FIG. 3 is a process diagram up to temporary fixing of terminals in the same embodiment.

FIG. 4 is a perspective view of essential parts showing a state in which terminals are temporarily fixed to an insulating substrate in the same embodiment.

FIG. 5 is a sectional view for explaining another embodiment of the present invention.

FIG. 6 is a perspective view of a terminal according to a conventional example.

FIG. 7 is a perspective view of a terminal according to another conventional example.

8 is a cross-sectional view for explaining a conventional terminal mounting structure using the terminal shown in FIG. 7. FIG.

[Explanation of symbols]

7 Insulating substrate 8 Through hole 9 Silver electrode (conductor) 10 Solder 11 Terminal 12 Main plate part 13 Insertion piece 14 Extension piece

Claims (1)

[Scope of utility model registration request] 1. An electrical component in which a part of a terminal made of a thin metal plate is inserted into a through hole in an insulating substrate, and the terminal is connected by soldering to a conductor provided near the through hole in the insulating substrate.

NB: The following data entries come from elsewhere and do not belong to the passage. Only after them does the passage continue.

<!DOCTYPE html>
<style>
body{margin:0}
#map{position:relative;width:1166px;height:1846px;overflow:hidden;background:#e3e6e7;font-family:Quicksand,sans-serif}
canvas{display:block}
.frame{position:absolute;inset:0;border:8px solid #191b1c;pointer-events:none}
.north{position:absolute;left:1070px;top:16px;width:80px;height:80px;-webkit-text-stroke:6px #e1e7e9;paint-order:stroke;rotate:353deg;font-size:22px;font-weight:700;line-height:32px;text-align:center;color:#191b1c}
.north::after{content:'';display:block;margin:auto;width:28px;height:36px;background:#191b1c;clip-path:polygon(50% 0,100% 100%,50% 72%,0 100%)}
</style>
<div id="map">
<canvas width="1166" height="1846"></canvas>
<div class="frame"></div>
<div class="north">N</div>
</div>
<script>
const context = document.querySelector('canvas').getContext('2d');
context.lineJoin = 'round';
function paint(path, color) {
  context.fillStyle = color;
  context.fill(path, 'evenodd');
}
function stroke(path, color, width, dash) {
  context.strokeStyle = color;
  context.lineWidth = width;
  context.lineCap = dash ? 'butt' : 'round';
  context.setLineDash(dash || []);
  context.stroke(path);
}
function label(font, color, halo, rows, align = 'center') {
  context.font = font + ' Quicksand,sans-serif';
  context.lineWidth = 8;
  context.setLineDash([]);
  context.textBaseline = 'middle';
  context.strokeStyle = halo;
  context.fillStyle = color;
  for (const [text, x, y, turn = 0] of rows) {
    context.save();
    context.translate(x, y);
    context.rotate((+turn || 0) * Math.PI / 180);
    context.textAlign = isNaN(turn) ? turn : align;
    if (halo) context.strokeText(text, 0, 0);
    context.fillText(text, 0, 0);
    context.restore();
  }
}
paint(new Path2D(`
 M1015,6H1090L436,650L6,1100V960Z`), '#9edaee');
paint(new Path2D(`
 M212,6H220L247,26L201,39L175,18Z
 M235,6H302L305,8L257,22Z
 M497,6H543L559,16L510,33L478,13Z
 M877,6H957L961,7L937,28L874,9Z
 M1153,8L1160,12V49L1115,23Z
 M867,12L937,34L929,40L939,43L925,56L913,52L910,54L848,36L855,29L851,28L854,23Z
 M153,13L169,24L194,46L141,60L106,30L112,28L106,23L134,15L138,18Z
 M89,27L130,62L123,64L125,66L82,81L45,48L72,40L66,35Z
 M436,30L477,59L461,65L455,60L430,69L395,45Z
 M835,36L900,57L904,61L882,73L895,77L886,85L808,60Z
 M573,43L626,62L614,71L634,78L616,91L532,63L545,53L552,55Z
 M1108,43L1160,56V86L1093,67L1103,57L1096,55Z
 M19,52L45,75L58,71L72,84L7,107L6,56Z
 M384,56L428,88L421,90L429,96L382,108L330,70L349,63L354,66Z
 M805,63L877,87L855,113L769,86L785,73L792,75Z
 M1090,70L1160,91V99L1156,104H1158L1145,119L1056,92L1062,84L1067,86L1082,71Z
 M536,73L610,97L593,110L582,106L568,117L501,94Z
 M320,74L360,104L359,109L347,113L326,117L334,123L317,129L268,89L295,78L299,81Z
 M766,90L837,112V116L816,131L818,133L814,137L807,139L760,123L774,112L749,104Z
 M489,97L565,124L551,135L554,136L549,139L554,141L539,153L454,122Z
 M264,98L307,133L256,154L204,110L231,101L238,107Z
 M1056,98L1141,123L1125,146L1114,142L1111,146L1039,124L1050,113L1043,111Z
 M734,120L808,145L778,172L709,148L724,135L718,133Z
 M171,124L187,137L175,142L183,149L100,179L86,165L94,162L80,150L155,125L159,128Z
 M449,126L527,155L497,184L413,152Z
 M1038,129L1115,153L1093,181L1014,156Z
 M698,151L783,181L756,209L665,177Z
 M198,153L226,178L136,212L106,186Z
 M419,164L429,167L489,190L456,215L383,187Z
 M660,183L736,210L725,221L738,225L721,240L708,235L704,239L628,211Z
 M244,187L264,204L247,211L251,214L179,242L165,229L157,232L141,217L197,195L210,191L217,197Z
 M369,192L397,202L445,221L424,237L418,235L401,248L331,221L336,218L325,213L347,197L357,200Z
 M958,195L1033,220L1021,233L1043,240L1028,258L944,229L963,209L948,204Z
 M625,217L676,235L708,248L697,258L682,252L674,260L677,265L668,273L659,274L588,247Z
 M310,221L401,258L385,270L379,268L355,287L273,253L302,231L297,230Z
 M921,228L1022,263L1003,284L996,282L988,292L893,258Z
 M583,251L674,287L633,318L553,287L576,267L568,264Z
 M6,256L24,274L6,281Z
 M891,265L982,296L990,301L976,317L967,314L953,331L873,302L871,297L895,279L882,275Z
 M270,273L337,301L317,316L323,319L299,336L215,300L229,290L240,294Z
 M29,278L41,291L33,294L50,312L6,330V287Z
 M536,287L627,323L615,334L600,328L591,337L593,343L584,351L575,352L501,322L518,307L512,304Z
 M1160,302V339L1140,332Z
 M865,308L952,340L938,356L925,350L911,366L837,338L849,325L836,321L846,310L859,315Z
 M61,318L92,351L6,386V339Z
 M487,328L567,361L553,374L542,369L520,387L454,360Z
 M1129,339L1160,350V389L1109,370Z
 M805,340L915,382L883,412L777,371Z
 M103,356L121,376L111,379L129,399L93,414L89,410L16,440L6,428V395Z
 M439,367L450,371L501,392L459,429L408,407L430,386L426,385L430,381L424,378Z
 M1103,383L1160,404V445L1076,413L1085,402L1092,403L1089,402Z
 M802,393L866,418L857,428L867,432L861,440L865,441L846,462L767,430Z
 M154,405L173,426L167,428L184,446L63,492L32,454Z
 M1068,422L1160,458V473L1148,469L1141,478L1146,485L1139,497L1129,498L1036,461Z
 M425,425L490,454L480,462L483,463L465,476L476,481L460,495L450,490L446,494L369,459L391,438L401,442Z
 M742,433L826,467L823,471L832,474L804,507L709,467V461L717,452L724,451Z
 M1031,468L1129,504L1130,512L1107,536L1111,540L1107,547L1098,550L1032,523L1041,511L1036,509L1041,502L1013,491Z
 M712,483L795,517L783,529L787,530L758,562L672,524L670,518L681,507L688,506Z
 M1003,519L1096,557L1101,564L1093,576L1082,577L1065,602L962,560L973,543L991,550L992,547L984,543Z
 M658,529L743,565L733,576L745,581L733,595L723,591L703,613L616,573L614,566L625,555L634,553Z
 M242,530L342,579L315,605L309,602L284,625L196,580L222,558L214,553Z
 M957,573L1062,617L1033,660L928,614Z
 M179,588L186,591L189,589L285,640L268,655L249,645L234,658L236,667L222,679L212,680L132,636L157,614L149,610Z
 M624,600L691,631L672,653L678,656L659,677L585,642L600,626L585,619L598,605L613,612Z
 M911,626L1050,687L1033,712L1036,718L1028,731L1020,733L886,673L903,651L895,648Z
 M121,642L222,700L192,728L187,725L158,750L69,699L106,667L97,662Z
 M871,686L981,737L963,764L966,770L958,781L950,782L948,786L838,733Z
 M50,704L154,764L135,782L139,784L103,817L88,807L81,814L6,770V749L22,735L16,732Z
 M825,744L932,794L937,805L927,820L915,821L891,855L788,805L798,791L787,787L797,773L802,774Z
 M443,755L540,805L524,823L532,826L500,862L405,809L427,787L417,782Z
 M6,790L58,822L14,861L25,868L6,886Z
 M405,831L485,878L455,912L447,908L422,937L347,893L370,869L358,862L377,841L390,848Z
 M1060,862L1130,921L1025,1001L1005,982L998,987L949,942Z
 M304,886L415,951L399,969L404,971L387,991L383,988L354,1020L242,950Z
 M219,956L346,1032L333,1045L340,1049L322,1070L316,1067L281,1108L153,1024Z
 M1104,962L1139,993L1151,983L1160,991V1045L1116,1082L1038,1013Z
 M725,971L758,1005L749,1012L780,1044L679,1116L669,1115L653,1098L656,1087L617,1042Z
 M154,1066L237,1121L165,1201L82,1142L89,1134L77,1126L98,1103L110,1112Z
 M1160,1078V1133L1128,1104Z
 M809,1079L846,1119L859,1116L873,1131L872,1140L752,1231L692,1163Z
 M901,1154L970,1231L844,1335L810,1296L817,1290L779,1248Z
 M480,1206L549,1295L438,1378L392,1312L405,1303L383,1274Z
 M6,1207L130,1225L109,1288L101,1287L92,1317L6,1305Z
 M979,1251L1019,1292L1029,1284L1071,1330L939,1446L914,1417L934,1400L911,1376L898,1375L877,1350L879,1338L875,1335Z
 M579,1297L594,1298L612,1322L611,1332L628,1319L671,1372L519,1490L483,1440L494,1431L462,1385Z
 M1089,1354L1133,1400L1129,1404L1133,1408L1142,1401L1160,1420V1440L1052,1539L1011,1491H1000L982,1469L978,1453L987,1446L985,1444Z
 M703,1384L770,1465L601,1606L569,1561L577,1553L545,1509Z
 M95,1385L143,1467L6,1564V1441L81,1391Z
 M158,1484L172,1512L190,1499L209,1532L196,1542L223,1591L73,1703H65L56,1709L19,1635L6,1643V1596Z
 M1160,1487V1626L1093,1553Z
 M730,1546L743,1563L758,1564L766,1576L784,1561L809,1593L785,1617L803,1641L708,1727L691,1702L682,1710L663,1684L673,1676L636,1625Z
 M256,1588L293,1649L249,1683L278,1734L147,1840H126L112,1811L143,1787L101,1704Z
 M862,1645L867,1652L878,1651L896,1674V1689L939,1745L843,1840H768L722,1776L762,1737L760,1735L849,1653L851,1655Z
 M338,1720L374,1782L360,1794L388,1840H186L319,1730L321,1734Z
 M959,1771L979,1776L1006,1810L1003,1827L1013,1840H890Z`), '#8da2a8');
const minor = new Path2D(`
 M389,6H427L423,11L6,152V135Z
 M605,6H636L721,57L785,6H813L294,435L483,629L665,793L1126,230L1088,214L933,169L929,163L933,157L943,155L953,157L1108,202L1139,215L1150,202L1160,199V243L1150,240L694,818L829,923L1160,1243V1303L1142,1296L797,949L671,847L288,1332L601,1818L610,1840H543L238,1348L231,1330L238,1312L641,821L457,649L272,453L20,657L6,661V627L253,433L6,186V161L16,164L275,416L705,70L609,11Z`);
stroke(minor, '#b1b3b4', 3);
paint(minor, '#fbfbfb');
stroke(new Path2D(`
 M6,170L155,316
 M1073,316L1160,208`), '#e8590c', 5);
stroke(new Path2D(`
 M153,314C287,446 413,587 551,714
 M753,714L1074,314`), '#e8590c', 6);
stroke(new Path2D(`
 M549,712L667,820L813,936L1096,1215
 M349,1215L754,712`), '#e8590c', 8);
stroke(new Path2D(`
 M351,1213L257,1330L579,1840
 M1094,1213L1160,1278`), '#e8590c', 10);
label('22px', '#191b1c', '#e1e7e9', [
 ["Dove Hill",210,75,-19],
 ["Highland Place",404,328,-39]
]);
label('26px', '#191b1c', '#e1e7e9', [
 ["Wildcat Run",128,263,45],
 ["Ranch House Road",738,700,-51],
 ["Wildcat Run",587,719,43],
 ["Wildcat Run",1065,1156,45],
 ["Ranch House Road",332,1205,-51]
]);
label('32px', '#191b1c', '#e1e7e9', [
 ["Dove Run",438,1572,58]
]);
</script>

In the terminal mounting structure, a terminal is provided in which an insertion piece that is inserted into the through hole and an extension piece that is arranged opposite to the outer surface of the insulating substrate are extended, and each of the insertion piece and the extension piece is extended. 1. A terminal mounting structure for an electrical component, characterized in that the terminals are each bent and the terminals are caulked to the insulating substrate, and the bent tips are soldered as described above.